Assignment → Go through the records and restate them word for word, omitting images.

Excerpted records →
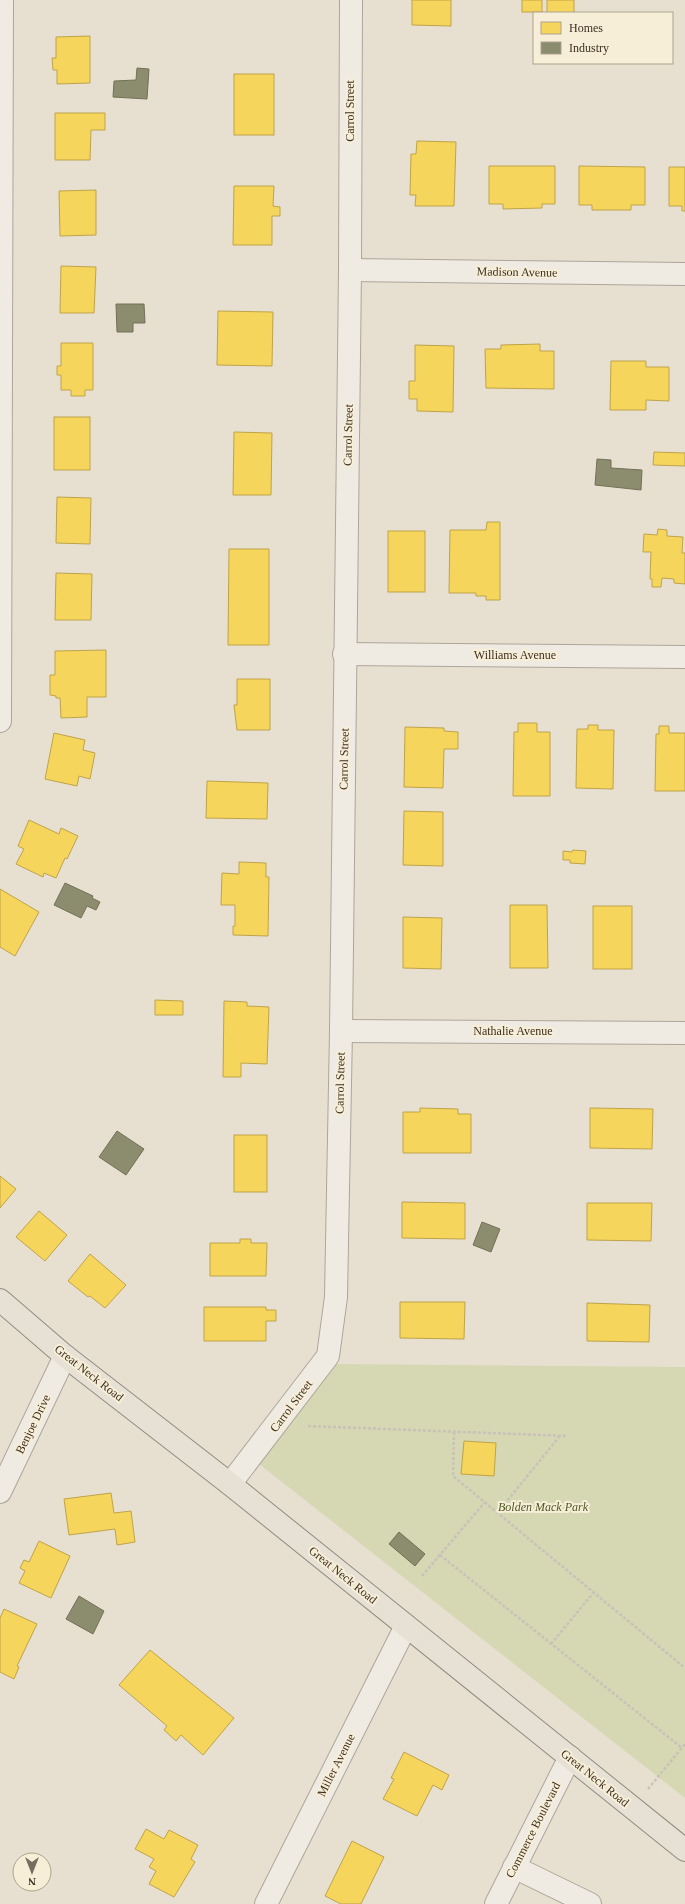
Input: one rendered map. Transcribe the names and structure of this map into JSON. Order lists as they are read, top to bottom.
{
  "streets": {
    "main road": ["Great Neck Road"],
    "street": [
      "Carrol Street",
      "Madison Avenue",
      "Williams Avenue",
      "Nathalie Avenue",
      "Benjoe Drive",
      "Miller Avenue",
      "Commerce Boulevard"
    ]
  },
  "crossings": [
    ["Carrol Street", "Madison Avenue"],
    ["Carrol Street", "Williams Avenue"],
    ["Carrol Street", "Nathalie Avenue"],
    ["Carrol Street", "Great Neck Road"],
    ["Great Neck Road", "Benjoe Drive"],
    ["Great Neck Road", "Miller Avenue"],
    ["Great Neck Road", "Commerce Boulevard"]
  ],
  "parks": ["Bolden Mack Park"],
  "legend": ["Homes", "Industry"],
  "north": "bottom"
}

The completed task →
Input: one rendered map. Transcribe the names and structure of this map into JSON. Order lists as they are read, top to bottom.
{
  "streets": {
    "main road": ["Great Neck Road"],
    "street": [
      "Carrol Street",
      "Madison Avenue",
      "Williams Avenue",
      "Nathalie Avenue",
      "Benjoe Drive",
      "Miller Avenue",
      "Commerce Boulevard"
    ]
  },
  "crossings": [
    ["Carrol Street", "Madison Avenue"],
    ["Carrol Street", "Williams Avenue"],
    ["Carrol Street", "Nathalie Avenue"],
    ["Carrol Street", "Great Neck Road"],
    ["Great Neck Road", "Benjoe Drive"],
    ["Great Neck Road", "Miller Avenue"],
    ["Great Neck Road", "Commerce Boulevard"]
  ],
  "parks": ["Bolden Mack Park"],
  "legend": ["Homes", "Industry"],
  "north": "bottom"
}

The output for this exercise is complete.